WHAT THE TASK REQUIRES
Reproduce all of the records word for word, omitting the pictures.

Segment Start: DATA SECTION

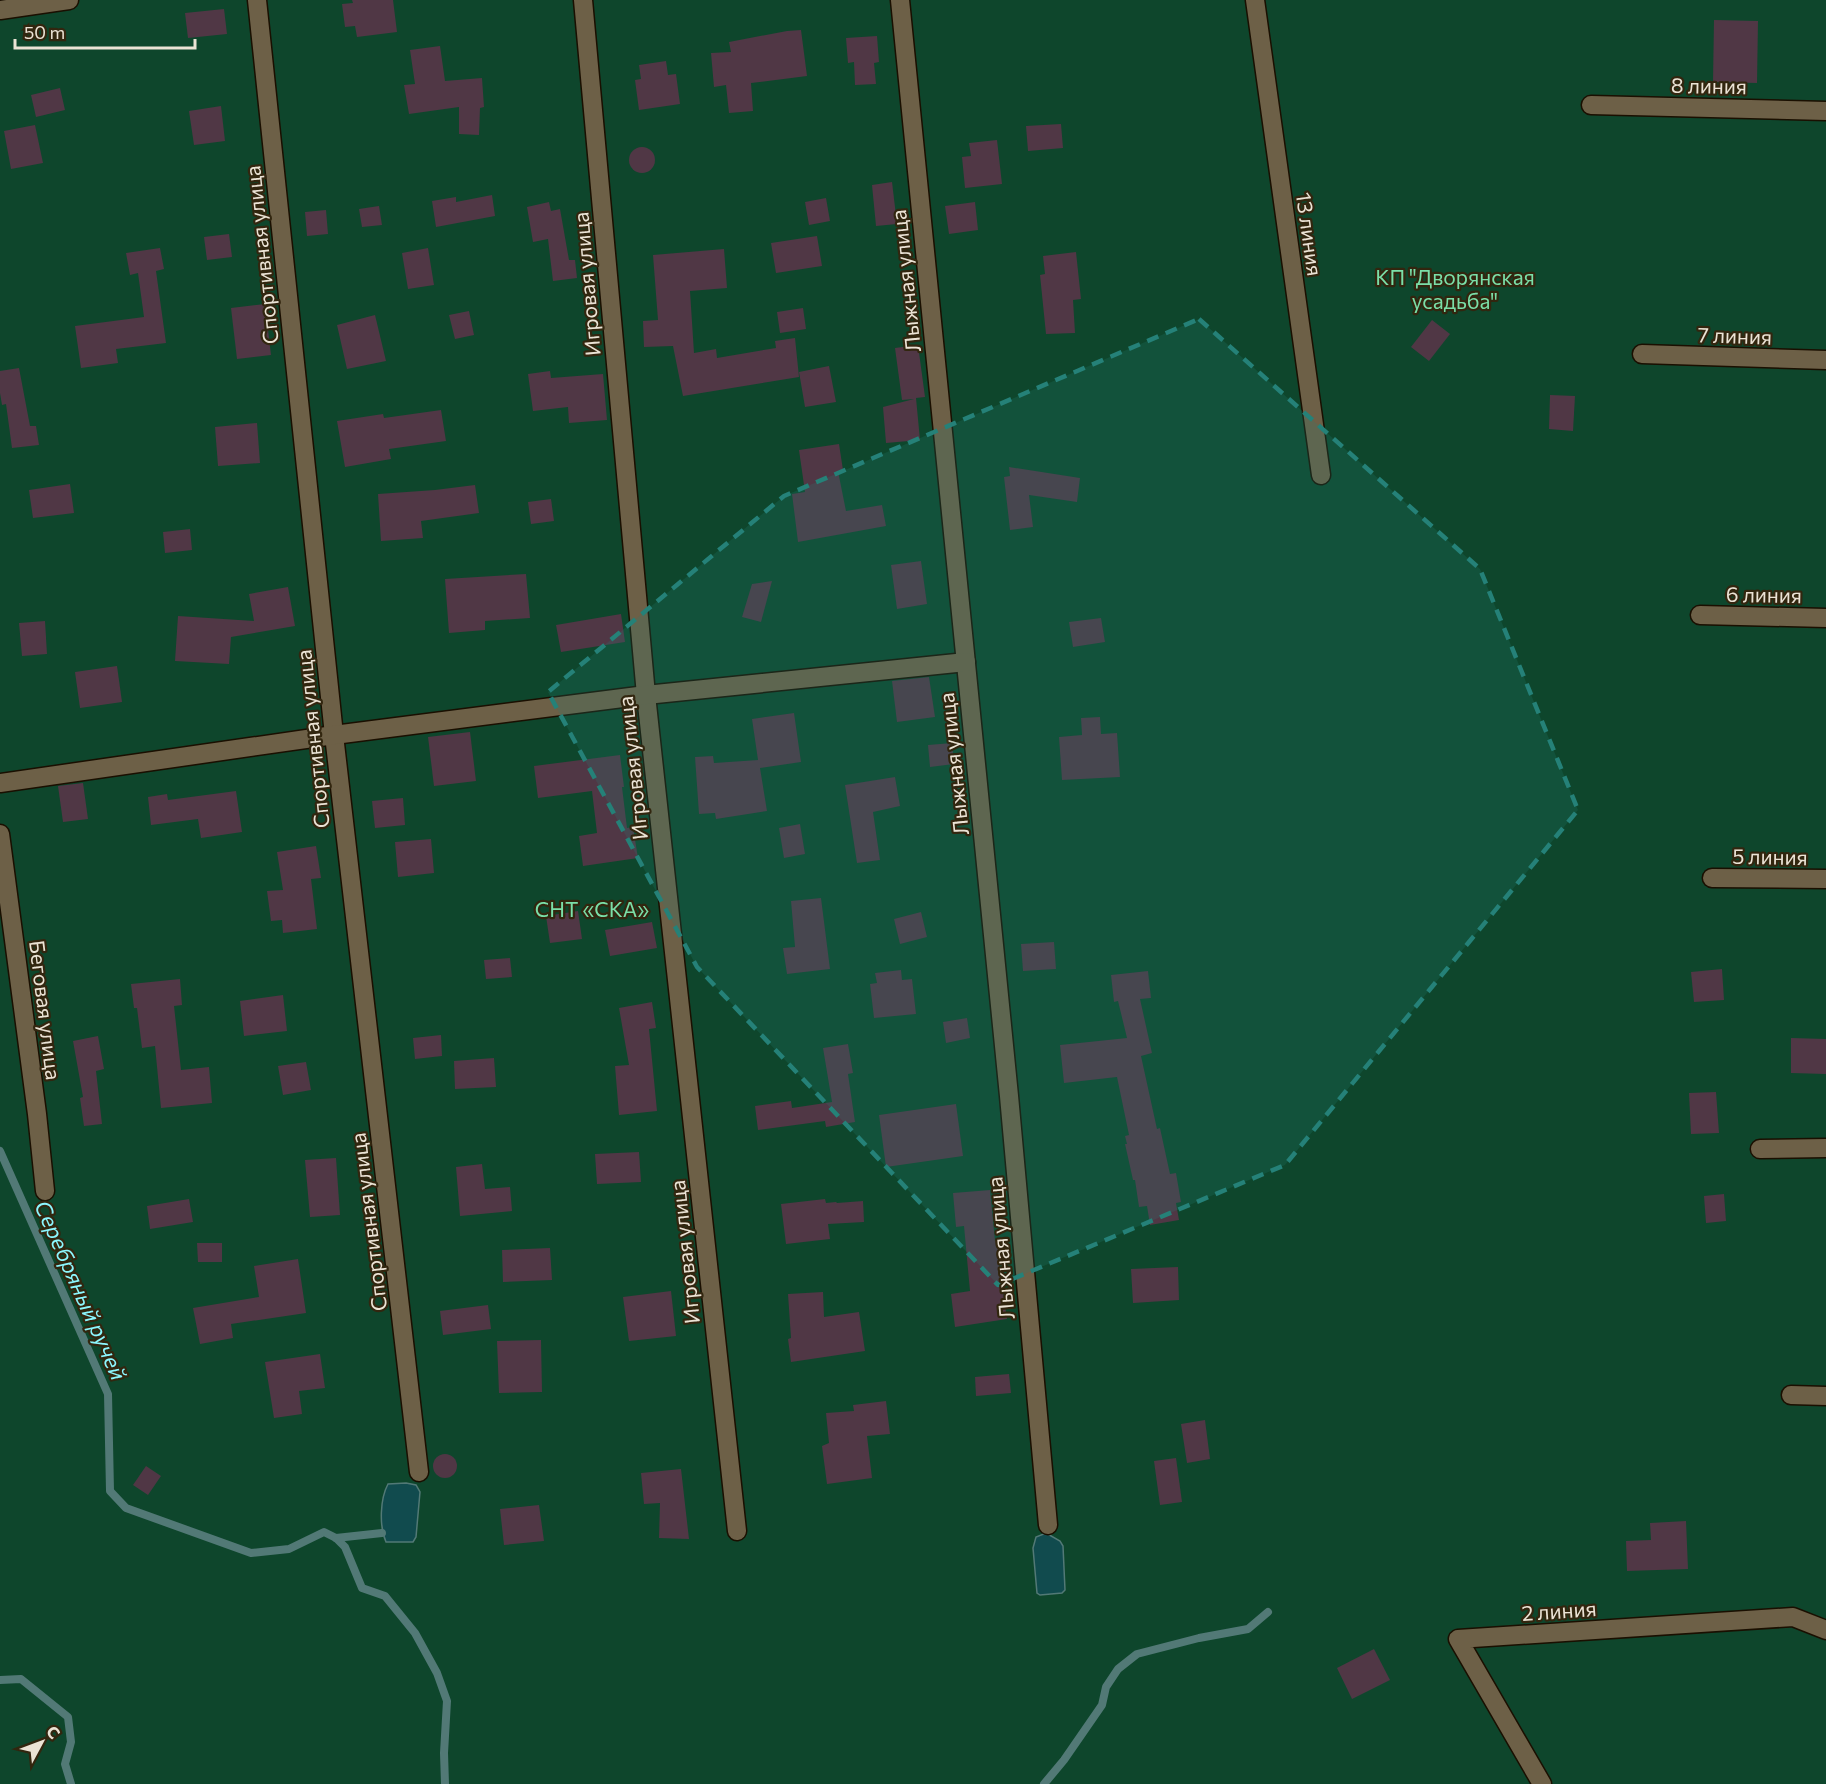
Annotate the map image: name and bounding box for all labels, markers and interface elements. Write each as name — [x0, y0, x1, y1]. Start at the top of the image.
scale bar — [15, 12, 195, 50]
text: 50 m — [24, 21, 65, 43]
street label: 8 линия — [1671, 72, 1747, 98]
street label: Спортивная улица — [239, 164, 283, 346]
street label: 13 линия — [1292, 191, 1328, 277]
street label: Лыжная улица — [885, 209, 925, 353]
street label: Игровая улица — [567, 211, 605, 357]
park label: КП "Дворянская усадьба" — [1375, 264, 1535, 313]
street label: 7 линия — [1697, 321, 1773, 349]
street label: 6 линия — [1726, 581, 1802, 607]
street label: Спортивная улица — [290, 648, 334, 830]
street label: Лыжная улица — [933, 692, 973, 836]
street label: Игровая улица — [612, 695, 652, 841]
street label: 5 линия — [1732, 843, 1808, 869]
park label: СНТ «СКА» — [535, 896, 649, 921]
street label: Беговая улица — [25, 939, 67, 1081]
street label: Спортивная улица — [345, 1131, 391, 1313]
street label: Лыжная улица — [981, 1176, 1019, 1320]
street label: Игровая улица — [664, 1179, 704, 1325]
water label: Серебряный ручей — [29, 1196, 133, 1384]
street label: 2 линия — [1521, 1595, 1597, 1625]
north arrow — [12, 1712, 72, 1772]
text: С — [43, 1721, 64, 1742]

Segment End: DATA SECTION

SOLUTION FOR THIS PROBLEM
Annotate the map image: name and bounding box for all labels, markers and interface elements. Write each as name — [x0, y0, x1, y1]. Start at the top of the image.
scale bar — [15, 12, 195, 50]
text: 50 m — [24, 21, 65, 43]
street label: 8 линия — [1671, 72, 1747, 98]
street label: Спортивная улица — [239, 164, 283, 346]
street label: 13 линия — [1292, 191, 1328, 277]
street label: Лыжная улица — [885, 209, 925, 353]
street label: Игровая улица — [567, 211, 605, 357]
park label: КП "Дворянская усадьба" — [1375, 264, 1535, 313]
street label: 7 линия — [1697, 321, 1773, 349]
street label: 6 линия — [1726, 581, 1802, 607]
street label: Спортивная улица — [290, 648, 334, 830]
street label: Лыжная улица — [933, 692, 973, 836]
street label: Игровая улица — [612, 695, 652, 841]
street label: 5 линия — [1732, 843, 1808, 869]
park label: СНТ «СКА» — [535, 896, 649, 921]
street label: Беговая улица — [25, 939, 67, 1081]
street label: Спортивная улица — [345, 1131, 391, 1313]
street label: Лыжная улица — [981, 1176, 1019, 1320]
street label: Игровая улица — [664, 1179, 704, 1325]
water label: Серебряный ручей — [29, 1196, 133, 1384]
street label: 2 линия — [1521, 1595, 1597, 1625]
north arrow — [12, 1712, 72, 1772]
text: С — [43, 1721, 64, 1742]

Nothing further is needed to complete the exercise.